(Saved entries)
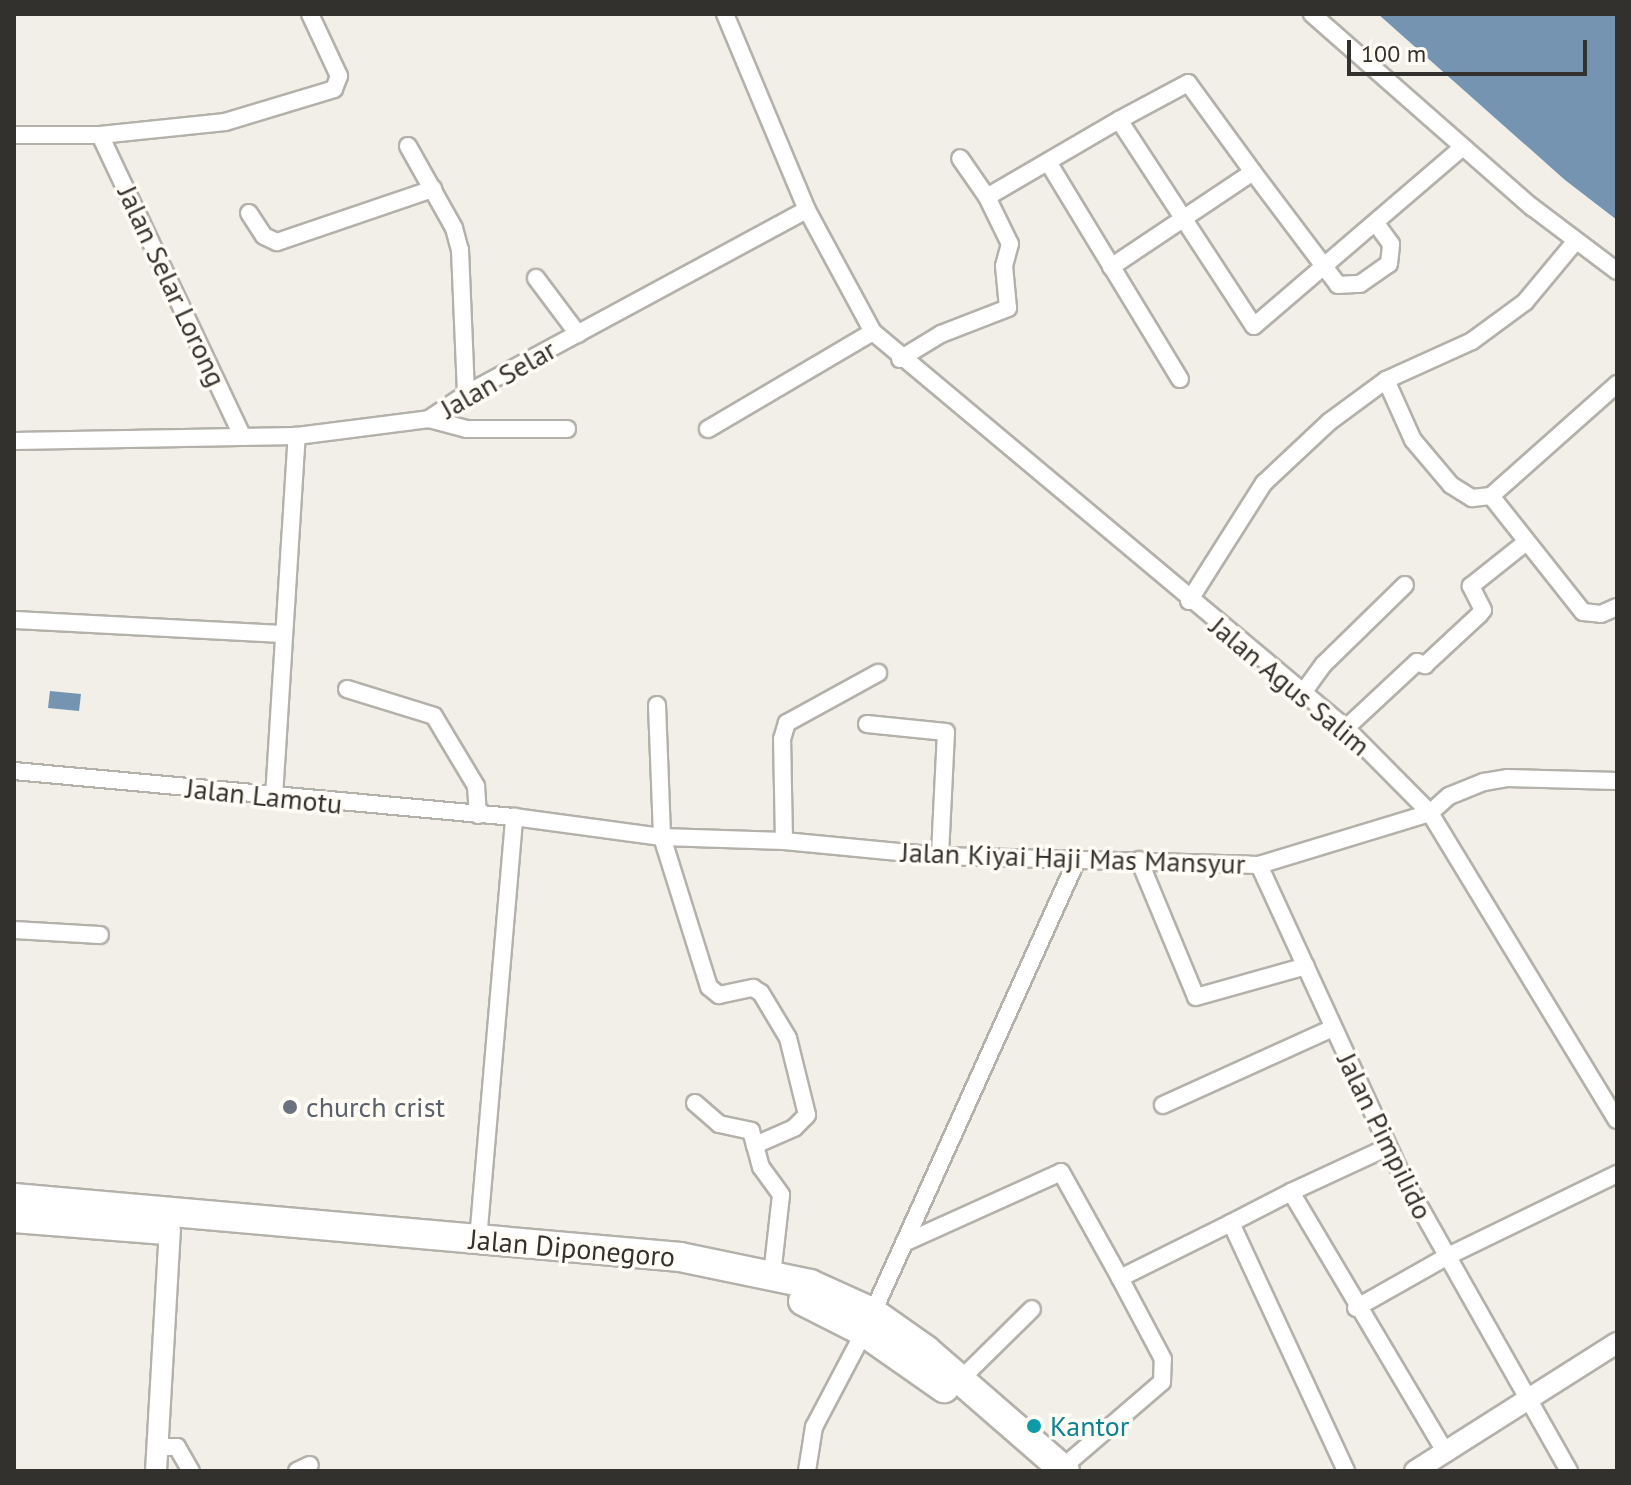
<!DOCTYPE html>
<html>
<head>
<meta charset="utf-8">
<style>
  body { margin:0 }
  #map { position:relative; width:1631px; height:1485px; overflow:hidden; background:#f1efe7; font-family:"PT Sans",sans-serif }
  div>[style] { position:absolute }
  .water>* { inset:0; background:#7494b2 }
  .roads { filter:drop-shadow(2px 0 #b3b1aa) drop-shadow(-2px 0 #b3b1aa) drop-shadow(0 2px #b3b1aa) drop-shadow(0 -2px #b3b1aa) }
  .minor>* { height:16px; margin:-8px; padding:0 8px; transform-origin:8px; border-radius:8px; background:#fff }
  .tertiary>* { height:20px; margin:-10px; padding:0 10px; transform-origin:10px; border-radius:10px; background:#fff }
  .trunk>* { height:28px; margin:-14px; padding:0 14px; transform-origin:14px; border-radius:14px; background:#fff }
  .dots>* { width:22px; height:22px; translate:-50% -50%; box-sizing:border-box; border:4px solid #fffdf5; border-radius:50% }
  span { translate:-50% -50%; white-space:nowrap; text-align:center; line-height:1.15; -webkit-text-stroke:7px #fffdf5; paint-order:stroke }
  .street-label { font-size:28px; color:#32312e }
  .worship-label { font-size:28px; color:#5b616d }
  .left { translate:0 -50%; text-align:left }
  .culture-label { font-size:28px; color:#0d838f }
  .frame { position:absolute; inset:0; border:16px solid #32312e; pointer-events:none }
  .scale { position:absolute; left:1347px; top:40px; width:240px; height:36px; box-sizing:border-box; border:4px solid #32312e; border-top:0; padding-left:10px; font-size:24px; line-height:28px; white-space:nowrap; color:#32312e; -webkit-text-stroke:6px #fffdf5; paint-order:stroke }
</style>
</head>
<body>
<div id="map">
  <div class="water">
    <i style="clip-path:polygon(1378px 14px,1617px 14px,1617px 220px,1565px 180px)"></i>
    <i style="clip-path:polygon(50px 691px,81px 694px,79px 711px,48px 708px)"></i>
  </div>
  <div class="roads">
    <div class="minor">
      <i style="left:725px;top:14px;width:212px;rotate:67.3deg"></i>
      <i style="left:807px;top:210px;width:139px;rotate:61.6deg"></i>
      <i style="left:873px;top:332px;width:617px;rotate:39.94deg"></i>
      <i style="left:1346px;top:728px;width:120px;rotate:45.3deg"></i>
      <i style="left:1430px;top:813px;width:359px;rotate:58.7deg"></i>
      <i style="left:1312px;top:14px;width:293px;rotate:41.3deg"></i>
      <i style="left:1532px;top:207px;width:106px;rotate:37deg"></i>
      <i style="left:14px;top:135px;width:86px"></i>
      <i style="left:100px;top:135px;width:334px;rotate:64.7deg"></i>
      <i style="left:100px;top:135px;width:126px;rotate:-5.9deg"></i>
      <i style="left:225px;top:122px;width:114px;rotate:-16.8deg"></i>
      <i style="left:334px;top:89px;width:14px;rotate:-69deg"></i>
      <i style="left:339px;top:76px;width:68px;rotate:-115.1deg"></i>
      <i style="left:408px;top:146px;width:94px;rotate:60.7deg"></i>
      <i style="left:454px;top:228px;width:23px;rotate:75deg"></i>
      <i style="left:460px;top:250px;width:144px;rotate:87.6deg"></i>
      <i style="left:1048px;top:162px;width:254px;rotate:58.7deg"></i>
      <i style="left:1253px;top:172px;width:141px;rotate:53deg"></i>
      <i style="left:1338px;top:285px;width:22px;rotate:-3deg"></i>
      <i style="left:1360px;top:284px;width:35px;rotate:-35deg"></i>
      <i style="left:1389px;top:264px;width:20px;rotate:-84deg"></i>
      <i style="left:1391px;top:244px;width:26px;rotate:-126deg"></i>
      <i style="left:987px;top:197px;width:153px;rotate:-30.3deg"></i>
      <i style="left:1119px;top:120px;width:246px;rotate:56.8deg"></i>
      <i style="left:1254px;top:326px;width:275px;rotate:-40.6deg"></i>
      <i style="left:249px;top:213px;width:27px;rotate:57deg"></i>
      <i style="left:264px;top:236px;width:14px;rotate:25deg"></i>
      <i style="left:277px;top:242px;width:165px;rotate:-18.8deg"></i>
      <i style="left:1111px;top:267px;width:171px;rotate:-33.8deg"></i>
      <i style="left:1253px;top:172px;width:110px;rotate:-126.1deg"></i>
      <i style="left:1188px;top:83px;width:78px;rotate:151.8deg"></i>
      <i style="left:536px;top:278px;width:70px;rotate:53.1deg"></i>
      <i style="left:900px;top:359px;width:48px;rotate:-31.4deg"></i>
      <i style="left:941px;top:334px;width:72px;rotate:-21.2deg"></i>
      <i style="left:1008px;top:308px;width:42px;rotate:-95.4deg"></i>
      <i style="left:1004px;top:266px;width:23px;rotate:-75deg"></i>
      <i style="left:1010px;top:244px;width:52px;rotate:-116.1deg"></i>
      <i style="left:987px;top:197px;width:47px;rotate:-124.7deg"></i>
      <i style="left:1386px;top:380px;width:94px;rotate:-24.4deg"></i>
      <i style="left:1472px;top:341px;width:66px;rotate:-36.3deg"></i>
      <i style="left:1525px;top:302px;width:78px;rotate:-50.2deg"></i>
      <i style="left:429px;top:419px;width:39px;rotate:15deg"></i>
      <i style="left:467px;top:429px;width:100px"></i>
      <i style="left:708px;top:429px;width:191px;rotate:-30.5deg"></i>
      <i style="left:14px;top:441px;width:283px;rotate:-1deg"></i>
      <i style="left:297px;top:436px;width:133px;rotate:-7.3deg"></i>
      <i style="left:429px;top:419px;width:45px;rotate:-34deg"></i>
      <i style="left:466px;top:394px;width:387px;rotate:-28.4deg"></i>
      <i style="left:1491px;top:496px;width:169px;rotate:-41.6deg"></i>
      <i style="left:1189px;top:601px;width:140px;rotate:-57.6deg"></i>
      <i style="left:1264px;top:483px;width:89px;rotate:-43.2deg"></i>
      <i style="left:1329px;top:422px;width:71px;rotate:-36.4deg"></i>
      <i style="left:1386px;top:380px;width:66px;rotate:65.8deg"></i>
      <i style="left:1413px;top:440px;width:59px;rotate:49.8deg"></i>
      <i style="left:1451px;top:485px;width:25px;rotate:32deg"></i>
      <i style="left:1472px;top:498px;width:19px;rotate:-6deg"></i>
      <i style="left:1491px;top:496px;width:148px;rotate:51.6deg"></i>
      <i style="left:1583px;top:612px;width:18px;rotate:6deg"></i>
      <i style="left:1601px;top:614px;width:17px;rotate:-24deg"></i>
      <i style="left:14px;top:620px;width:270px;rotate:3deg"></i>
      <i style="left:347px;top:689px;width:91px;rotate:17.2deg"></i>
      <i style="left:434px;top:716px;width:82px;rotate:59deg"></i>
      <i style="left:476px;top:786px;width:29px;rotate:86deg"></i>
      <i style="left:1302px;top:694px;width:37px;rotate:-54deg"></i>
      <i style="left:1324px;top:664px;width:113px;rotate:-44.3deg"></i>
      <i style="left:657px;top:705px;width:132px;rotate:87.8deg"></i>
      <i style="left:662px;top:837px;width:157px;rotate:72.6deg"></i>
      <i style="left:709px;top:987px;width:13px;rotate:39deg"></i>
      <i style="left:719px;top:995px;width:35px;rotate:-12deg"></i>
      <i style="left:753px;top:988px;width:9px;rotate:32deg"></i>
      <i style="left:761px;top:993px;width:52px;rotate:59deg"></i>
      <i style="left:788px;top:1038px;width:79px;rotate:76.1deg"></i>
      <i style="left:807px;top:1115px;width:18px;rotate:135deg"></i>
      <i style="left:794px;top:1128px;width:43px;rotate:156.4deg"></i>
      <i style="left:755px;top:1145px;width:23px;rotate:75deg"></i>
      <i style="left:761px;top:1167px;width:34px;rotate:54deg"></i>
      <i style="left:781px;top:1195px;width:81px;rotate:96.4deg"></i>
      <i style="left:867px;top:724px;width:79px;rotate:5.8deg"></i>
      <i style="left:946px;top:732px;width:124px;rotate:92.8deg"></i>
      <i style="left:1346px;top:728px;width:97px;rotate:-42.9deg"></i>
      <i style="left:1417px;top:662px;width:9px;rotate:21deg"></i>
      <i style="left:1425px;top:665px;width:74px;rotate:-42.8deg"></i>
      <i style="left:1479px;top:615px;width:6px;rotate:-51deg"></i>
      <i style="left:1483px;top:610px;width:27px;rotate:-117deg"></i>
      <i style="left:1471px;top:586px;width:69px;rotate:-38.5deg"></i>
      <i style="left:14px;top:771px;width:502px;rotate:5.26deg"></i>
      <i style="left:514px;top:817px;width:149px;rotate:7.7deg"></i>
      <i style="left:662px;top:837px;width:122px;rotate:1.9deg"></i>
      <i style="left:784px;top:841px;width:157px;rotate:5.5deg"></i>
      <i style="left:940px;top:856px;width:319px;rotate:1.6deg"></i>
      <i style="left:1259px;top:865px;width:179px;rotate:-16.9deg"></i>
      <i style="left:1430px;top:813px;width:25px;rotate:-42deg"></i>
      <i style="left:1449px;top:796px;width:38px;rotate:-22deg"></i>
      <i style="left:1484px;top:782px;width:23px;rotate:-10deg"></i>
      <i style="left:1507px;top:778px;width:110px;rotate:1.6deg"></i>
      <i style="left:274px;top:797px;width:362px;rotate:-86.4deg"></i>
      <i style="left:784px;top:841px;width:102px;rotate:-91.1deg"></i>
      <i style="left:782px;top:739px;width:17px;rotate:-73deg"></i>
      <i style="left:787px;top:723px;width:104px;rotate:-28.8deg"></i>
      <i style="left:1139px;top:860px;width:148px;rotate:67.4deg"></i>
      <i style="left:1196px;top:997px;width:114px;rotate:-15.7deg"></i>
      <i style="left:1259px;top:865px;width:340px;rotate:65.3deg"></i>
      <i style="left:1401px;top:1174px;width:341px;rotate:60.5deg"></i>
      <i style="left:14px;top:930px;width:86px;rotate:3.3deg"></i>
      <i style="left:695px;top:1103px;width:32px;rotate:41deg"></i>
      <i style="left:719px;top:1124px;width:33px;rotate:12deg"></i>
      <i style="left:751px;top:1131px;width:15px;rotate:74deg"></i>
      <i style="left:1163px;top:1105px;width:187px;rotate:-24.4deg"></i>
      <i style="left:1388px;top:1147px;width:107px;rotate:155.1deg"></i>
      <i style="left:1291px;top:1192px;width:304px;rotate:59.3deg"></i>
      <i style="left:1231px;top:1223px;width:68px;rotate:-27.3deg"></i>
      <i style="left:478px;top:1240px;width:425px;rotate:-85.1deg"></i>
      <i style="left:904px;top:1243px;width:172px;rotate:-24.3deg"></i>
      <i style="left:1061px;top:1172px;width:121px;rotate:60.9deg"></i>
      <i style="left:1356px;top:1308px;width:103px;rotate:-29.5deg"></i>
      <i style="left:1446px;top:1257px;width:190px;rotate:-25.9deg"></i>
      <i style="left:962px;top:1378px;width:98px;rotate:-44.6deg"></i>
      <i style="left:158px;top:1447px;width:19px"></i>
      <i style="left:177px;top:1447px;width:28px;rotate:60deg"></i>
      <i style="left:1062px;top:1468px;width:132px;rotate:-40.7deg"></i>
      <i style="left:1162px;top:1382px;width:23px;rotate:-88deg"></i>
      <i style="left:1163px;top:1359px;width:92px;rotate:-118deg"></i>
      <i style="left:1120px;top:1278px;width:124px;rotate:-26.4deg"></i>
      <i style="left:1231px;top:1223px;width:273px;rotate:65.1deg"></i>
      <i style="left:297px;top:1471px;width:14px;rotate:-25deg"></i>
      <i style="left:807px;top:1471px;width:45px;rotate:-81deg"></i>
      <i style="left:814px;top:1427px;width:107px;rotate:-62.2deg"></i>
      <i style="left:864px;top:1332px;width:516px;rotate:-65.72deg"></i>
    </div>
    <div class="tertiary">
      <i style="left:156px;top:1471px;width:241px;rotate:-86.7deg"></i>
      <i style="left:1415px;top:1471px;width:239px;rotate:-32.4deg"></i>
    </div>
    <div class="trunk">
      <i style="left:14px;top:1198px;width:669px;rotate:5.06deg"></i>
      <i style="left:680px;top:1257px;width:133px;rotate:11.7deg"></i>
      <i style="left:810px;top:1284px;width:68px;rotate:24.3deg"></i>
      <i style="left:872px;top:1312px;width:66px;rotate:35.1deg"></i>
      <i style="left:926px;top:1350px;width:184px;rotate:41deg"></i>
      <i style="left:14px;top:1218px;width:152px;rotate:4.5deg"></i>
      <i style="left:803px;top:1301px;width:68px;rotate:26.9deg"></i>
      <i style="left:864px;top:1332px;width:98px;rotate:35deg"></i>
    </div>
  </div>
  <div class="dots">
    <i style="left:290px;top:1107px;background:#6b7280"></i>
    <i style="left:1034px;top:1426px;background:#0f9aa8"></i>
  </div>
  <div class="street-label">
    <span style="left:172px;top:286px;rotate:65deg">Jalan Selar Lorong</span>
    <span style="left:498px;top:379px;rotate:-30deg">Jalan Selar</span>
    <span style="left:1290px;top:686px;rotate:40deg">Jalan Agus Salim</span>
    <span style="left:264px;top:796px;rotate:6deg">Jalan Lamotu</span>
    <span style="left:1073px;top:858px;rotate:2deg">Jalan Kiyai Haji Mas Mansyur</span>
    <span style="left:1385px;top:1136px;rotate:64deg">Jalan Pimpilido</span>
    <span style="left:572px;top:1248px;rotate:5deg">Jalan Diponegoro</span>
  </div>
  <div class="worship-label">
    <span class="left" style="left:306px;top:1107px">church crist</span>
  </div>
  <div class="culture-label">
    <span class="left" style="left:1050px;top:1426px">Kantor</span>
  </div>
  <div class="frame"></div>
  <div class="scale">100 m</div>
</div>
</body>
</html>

_REQUIREMENT_:
Begin at the first line of the entries above and return each line exactly, stopping after the line that contains "filter:drop-shadow(2px 0 #b3b1aa)". Pictures do not belong in the copy.

_OUTPUT FOR THIS TASK_:
<!DOCTYPE html>
<html>
<head>
<meta charset="utf-8">
<style>
  body { margin:0 }
  #map { position:relative; width:1631px; height:1485px; overflow:hidden; background:#f1efe7; font-family:"PT Sans",sans-serif }
  div>[style] { position:absolute }
  .water>* { inset:0; background:#7494b2 }
  .roads { filter:drop-shadow(2px 0 #b3b1aa) drop-shadow(-2px 0 #b3b1aa) drop-shadow(0 2px #b3b1aa) drop-shadow(0 -2px #b3b1aa) }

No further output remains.